Drinan Farms  Warakirri Diversified Agriculture Fund vegetable leafy green rocket Leading Harvest

Drinan Farms, a Warakirri Diversified Agriculture Fund open land horticulture asset producing soft leaf vegetables in Victoria

Leading Harvest in partnership with Mutual Trust has announced a new pilot that will bring the organisation’s universal agriculture sustainability standard to Australia.

The pilot will provide growers and agriculture customers with a universal certification through Leading Harvest’s ‘Farmland Management Standard’, which standardises sustainability verification and reporting across the industry, resolving inefficiencies faced by farmers, producers, and customers in providing sustainability assurances.

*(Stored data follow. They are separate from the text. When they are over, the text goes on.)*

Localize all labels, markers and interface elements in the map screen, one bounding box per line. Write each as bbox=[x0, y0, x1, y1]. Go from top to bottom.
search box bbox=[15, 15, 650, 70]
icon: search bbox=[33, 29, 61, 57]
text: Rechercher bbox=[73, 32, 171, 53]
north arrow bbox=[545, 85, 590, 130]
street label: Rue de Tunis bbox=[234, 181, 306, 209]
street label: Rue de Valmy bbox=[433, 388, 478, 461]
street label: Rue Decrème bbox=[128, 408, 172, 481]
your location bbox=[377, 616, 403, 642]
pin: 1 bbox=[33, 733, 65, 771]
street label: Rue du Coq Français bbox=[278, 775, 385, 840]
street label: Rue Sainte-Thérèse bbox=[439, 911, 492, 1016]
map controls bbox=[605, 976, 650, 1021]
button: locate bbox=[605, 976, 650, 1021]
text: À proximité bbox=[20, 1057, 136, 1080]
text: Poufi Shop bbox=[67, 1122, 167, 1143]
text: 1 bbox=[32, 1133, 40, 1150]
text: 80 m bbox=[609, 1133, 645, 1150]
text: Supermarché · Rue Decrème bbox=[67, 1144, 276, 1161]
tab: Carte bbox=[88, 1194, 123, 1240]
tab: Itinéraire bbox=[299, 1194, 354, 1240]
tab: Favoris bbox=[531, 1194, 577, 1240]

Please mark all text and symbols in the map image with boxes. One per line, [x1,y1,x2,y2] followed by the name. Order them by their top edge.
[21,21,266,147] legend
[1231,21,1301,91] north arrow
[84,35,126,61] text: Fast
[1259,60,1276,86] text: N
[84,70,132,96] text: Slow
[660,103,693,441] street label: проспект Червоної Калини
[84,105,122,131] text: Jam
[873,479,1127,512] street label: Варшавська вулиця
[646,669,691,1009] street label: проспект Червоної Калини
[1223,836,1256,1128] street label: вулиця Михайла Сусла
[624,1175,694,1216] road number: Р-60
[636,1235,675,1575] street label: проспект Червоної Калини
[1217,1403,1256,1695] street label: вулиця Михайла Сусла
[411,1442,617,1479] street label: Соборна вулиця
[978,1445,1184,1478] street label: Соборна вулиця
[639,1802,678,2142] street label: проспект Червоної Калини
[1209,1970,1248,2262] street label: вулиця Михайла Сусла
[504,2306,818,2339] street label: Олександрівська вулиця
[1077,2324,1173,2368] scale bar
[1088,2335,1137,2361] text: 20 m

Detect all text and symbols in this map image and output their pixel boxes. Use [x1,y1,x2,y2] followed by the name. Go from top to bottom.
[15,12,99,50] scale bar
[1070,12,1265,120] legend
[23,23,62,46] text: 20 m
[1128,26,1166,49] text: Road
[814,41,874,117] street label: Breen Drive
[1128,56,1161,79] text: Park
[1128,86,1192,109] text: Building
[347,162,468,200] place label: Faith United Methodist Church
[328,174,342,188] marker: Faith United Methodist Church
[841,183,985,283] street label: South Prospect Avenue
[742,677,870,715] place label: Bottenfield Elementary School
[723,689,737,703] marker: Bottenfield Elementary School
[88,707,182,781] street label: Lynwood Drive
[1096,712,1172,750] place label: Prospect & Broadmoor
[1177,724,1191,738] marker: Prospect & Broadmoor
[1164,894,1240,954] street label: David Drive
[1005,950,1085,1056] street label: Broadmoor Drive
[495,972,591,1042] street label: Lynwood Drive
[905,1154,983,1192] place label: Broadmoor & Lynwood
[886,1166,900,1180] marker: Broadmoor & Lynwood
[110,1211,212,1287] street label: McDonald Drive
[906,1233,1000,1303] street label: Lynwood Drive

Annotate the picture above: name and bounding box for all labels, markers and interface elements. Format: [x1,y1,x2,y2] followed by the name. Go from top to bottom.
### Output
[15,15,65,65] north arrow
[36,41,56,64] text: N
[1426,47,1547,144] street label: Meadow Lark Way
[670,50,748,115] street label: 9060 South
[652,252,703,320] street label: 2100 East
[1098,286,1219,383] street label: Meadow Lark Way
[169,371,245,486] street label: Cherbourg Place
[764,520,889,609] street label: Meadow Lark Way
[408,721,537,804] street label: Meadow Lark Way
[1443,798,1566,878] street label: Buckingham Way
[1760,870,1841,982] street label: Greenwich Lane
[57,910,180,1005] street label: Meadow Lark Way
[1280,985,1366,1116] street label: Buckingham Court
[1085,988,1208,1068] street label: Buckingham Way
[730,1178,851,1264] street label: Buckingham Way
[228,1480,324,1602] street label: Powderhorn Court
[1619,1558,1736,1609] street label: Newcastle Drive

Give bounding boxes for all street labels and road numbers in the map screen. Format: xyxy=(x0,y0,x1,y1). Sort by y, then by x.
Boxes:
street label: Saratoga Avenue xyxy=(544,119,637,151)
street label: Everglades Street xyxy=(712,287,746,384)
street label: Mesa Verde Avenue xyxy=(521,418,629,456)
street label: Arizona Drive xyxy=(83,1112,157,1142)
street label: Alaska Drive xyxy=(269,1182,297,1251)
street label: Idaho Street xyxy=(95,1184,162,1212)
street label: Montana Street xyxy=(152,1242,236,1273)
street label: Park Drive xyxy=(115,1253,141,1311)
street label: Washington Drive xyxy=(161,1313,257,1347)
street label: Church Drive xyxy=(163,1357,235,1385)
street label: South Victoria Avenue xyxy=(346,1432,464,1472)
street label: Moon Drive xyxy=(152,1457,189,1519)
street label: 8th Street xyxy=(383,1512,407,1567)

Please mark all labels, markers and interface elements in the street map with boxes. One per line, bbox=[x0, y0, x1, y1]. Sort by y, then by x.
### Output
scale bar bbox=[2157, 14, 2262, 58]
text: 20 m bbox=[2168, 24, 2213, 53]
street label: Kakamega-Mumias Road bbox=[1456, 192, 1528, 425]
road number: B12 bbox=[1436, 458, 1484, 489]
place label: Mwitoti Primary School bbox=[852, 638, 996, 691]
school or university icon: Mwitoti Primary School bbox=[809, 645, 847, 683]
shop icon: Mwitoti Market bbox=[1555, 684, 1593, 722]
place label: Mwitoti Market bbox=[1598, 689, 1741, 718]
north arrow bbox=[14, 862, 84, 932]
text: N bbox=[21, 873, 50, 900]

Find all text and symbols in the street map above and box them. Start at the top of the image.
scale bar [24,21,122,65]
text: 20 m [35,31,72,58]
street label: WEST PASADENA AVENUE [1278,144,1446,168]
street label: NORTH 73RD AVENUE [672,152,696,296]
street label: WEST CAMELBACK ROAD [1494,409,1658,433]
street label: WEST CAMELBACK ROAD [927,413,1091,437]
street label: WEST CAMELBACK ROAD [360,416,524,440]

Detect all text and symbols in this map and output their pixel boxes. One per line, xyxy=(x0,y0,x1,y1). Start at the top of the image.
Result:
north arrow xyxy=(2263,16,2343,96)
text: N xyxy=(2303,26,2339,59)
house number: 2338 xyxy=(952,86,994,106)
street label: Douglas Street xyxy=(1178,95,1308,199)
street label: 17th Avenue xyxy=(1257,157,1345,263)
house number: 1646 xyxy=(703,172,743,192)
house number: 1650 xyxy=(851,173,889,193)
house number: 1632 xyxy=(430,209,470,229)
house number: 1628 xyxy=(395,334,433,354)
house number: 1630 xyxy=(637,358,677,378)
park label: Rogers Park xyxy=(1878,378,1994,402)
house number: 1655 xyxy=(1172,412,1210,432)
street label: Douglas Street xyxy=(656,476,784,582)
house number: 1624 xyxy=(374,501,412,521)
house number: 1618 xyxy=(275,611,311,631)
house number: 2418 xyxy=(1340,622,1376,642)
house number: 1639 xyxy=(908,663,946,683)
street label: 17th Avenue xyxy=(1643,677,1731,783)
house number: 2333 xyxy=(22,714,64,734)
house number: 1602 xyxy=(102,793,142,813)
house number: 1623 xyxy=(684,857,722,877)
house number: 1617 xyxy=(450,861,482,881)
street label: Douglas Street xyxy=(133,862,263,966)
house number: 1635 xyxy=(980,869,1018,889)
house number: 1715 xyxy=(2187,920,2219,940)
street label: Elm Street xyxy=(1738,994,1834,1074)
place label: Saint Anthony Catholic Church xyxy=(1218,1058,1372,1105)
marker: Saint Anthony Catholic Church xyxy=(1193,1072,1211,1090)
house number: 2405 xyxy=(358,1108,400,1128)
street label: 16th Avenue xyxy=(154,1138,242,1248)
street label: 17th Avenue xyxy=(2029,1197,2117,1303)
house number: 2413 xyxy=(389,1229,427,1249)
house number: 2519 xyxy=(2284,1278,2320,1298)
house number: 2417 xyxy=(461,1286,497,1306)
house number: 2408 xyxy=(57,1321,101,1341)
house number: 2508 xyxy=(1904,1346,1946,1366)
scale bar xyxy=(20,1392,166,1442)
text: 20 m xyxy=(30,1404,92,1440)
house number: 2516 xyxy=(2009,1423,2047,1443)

The Australian programme is being facilitated by multi-family office Mutual Trust, and already includes inaugural participants with more than 420,000ha of farming across the country, including horticulture operations.

Kenny Fahey, president and chief executive of Leading Harvest, said the pilot would establish a Farmland Management Standard unique to Australia that reflects the agronomic, regulatory, and operating realities of the region following the model pioneered in the US.

“There is a pressing need in Australia’s agriculture industry for a standardised, sector-wide certification for sustainability. Leading Harvest’s innovative Farmland Management Standard was developed globally for this purpose - to harmonise sustainability reporting across the agriculture sector,” explained Fahey.

“The launch of our Australian pilot programme is an exciting step forward for Australia’s agricultural industry, and will show that a harmonised, third-party audited approach to sustainability can unlock more value for the farming community.”

The pilot follows a successful 20-month proof of concept in the US where Leading Harvest enrolled 526,000ha representing 90 different crop types in various regions across the country. Fahey said the demand for this solution was just as strong in Australia.

“In Australia, the demand for products that are produced sustainably is high and continuing to grow, and the industry is crying out for a standardised approach that will allow sustainable farming practices to become integral,” Fahey said.

“The need is evident on the customer side too, with 87 per cent of Australian consumers saying they are more likely to purchase products that are ethically and sustainably produced. We look forward to creating a Farmland Management Standard unique to the Australian market and we’re confident that the demand for an industry-wide certification like ours will be as strong in Queensland as it is in California.”

Inaugural pilot programme participants include Manulife Investment Management Agriculture Services (Australia), Canada’s Public Sector Pension Investment Board (PSP Investments), Renewable Resource Group Capital Management, Warakirri Asset Management and Affiliate Members Accounting for Nature and Kilter Rural.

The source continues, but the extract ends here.